[Records from a collection]
::::
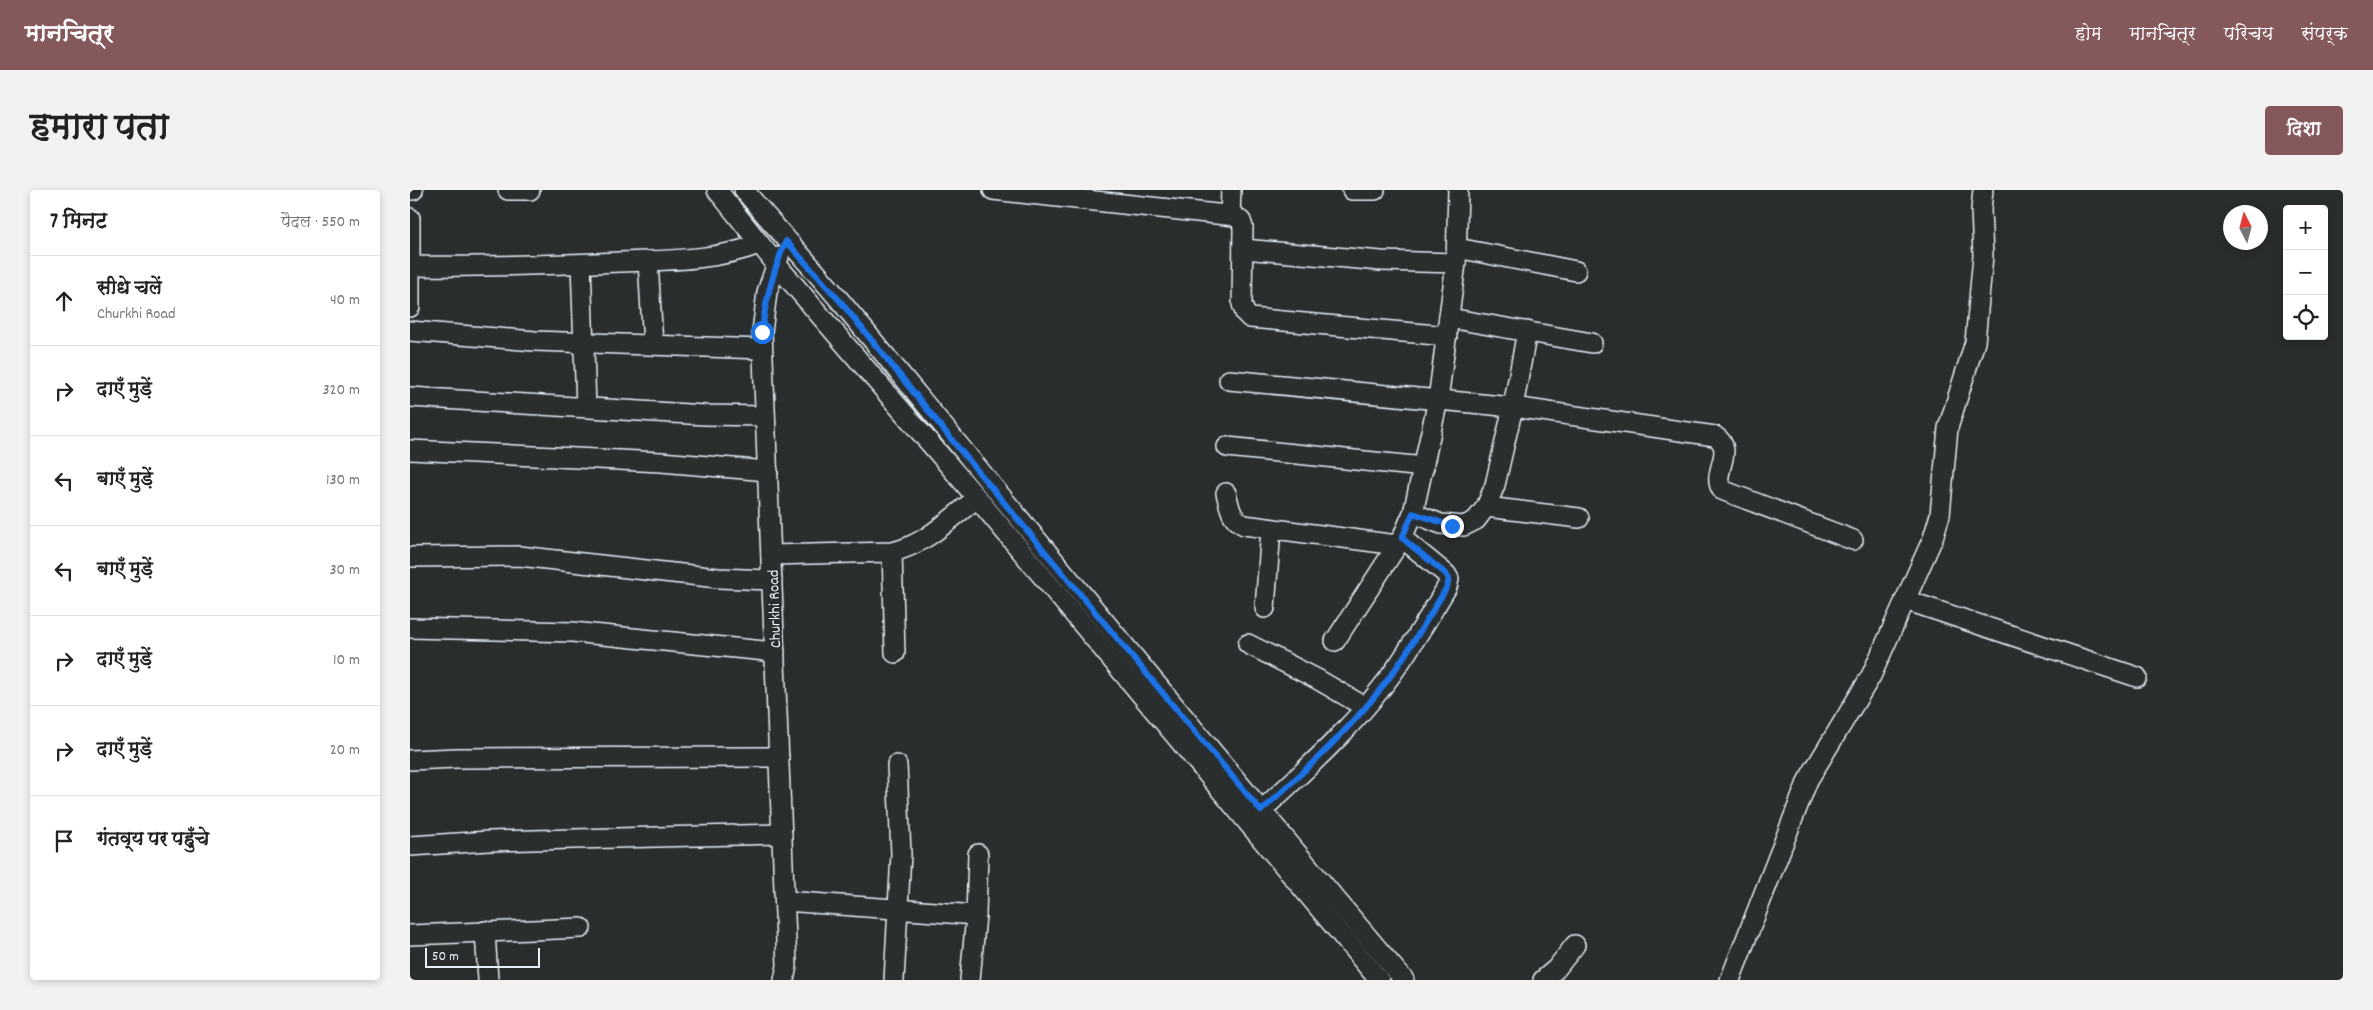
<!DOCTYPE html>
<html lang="hi">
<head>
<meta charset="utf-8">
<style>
  :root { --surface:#fff; --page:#f2f2f2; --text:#222; --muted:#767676; --line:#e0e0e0; --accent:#85585c }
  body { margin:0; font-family:Dekko,"Playpen Sans Deva",sans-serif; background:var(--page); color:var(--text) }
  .controls { position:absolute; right:15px; top:15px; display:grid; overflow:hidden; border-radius:5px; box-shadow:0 2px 8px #0003 }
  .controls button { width:45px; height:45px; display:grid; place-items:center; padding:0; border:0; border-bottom:1px solid var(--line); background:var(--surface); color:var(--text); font:25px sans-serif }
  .compass { position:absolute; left:1813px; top:15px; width:45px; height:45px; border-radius:50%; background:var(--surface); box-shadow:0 2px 8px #0003; rotate:354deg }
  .scale { position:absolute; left:15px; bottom:12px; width:115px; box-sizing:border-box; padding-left:5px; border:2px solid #e8f1f8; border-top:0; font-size:14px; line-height:18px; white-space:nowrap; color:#e8f1f8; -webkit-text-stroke:4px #2a2d2e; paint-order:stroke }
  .stop { position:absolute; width:15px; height:15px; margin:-11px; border:4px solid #1a73e8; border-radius:50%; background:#fff }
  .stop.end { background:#1a73e8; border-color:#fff; box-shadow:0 1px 5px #0008 }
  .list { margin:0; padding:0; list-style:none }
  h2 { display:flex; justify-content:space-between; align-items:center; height:65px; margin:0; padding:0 20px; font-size:21px }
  h2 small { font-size:16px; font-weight:400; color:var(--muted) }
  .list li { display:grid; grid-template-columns:32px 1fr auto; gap:15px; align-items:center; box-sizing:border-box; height:90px; padding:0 20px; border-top:1px solid var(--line) }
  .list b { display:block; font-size:19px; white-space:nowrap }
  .list p { margin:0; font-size:16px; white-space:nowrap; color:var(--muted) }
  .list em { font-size:16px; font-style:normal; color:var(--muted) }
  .icon { flex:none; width:28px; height:28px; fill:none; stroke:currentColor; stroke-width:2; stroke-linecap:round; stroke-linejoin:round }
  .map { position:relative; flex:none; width:1933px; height:790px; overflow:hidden; border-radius:5px }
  header { display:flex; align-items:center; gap:30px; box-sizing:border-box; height:70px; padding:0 25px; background:var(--accent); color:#fff }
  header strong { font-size:24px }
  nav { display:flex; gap:28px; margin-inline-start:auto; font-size:18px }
  .intro { display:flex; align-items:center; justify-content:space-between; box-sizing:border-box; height:120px; padding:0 30px }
  h1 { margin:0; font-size:35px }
  .button { padding:12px 22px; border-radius:5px; background:var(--accent); color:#fff; font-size:18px; font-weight:700 }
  main { display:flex; gap:30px; padding:0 30px }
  aside { flex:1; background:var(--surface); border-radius:5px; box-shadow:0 2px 8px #0003 }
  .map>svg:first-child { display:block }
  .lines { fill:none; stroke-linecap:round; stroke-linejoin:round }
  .minor-casing { stroke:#e8f1f8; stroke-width:22 }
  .minor { stroke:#2a2d2e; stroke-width:19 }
  .route { stroke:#1a73e8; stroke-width:6 }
  .labels { text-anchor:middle; stroke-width:4; stroke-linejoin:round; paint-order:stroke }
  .street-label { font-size:16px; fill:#e8f1f8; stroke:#2a2d2e }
</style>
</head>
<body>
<header>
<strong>मानचित्र</strong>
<nav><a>होम</a><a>मानचित्र</a><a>परिचय</a><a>संपर्क</a></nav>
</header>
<div class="intro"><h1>हमारा पता</h1><a class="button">दिशा</a></div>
<main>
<aside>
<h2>7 मिनट<small>पैदल · 550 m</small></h2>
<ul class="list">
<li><svg class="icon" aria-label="ahead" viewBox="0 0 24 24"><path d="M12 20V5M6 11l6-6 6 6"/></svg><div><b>सीधे चलें</b><p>Churkhi Road</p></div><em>40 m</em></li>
<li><svg class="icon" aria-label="right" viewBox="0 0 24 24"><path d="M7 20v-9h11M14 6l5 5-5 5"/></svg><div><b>दाएँ मुड़ें</b></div><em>320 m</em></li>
<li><svg class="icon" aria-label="left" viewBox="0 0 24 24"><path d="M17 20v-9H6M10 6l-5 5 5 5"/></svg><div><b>बाएँ मुड़ें</b></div><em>130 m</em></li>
<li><svg class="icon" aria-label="left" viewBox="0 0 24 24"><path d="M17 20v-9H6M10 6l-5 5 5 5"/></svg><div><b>बाएँ मुड़ें</b></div><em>30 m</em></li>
<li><svg class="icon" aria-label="right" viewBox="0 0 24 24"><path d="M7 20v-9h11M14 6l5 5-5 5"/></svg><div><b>दाएँ मुड़ें</b></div><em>10 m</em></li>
<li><svg class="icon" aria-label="right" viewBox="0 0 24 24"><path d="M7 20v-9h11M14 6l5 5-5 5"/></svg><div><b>दाएँ मुड़ें</b></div><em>20 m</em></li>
<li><svg class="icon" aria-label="arrive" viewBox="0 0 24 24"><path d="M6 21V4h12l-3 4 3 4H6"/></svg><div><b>गंतव्य पर पहुँचे</b></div></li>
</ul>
</aside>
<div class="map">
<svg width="1933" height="790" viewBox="0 0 1933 790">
  <rect width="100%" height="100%" fill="#2a2d2e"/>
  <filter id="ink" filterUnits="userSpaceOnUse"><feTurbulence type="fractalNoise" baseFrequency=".02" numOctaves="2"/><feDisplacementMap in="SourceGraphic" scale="10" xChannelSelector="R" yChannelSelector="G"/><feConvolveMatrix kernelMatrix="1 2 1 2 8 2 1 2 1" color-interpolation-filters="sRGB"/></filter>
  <g filter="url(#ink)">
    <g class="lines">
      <g class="minor-casing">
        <g id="minor">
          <polyline points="0,0 3,0"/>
          <polyline points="98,0 120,0"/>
          <polyline points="307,0 366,74 567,308 969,790"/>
          <path d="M334 0C366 39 401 75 432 113 619 340 804 566 994 790"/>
          <polyline points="583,0 825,26 831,31 833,37 832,114 835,123 840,128 1037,146"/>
          <polyline points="942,0 965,0"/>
          <polyline points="820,25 821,0"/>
          <polyline points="0,28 0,117"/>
          <polyline points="1047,58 1166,81"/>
          <polyline points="833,59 971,71 1046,73"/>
          <polyline points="369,67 357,102 352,142 377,776 374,790"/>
          <polyline points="238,71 243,155"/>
          <polyline points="171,74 176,217"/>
          <path d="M0 76C70 77 140 75 210 72 256 70 306 71 349 54"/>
          <polyline points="1039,128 1182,153"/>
          <polyline points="0,141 125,151 352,159"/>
          <path d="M819 190 1103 217 1305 246C1327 260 1300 283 1312 300L1443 350"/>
          <polyline points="0,207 295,225 355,226"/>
          <polyline points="817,257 1014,277"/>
          <polyline points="0,260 251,272 358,281"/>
          <path d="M816 303C820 317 820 328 834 335L987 355"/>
          <polyline points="1076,317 1169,328"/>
          <polyline points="1003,323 1031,334 1054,336 1066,330 1076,317 1085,295 1103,217 1117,141"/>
          <polyline points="482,362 485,463"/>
          <path d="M361 365 482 362C515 355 541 328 567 308"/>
          <polyline points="0,367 109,366 308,388 362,390"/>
          <polyline points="1495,410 1727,487"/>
          <polyline points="855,418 861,339"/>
          <polyline points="0,438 162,442 365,462"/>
          <polyline points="925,451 992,348 1003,323 1028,210 1046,73 1048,0"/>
          <polyline points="838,454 907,489 955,517"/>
          <polyline points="0,570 47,568 369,567"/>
          <path d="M851 621C901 575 953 528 991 471 1007 447 1022 422 1037 397L1039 389 1036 384 992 348"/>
          <polyline points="0,656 79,651 372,644"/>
          <polyline points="375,711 566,725"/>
          <polyline points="75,741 78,790"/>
          <polyline points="0,745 171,738"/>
          <polyline points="484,790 491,664 487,575"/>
          <polyline points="560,790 566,725 568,664"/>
          <polyline points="1133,790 1146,779 1165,755"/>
          <polyline points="1320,790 1398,590 1461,486 1523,348 1530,325 1538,238 1565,152 1573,66 1571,20 1573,0"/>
        </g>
      </g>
      <use href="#minor" class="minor"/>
    </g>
  </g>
  <g class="lines" filter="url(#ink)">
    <path class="route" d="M352 142C355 110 363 81 376 51L430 111 546 255 851 621C901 575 953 528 991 471 1007 447 1022 422 1037 397L1039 389 1036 384 992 348 1003 323 1042 336"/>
  </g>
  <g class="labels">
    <g class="street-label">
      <text transform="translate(363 419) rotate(-92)" y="6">Churkhi Road</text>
    </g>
  </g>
</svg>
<div class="controls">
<button>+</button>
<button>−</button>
<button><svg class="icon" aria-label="locate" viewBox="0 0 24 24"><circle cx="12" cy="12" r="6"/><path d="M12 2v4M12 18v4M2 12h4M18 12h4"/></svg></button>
</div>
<svg class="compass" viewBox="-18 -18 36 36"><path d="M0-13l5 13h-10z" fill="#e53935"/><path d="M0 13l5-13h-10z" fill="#767676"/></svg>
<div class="scale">50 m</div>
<div class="stop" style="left:352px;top:142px"></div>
<div class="stop end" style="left:1042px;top:336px"></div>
</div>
</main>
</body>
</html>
::::
:: Work instructions ::
What is needed is a word-for-word copy of the lines from the start of the data to the line with "position:absolute; right:15px; top:15px;", inclusive, with no pictures in it.

:: Solution to this exercise ::
<!DOCTYPE html>
<html lang="hi">
<head>
<meta charset="utf-8">
<style>
  :root { --surface:#fff; --page:#f2f2f2; --text:#222; --muted:#767676; --line:#e0e0e0; --accent:#85585c }
  body { margin:0; font-family:Dekko,"Playpen Sans Deva",sans-serif; background:var(--page); color:var(--text) }
  .controls { position:absolute; right:15px; top:15px; display:grid; overflow:hidden; border-radius:5px; box-shadow:0 2px 8px #0003 }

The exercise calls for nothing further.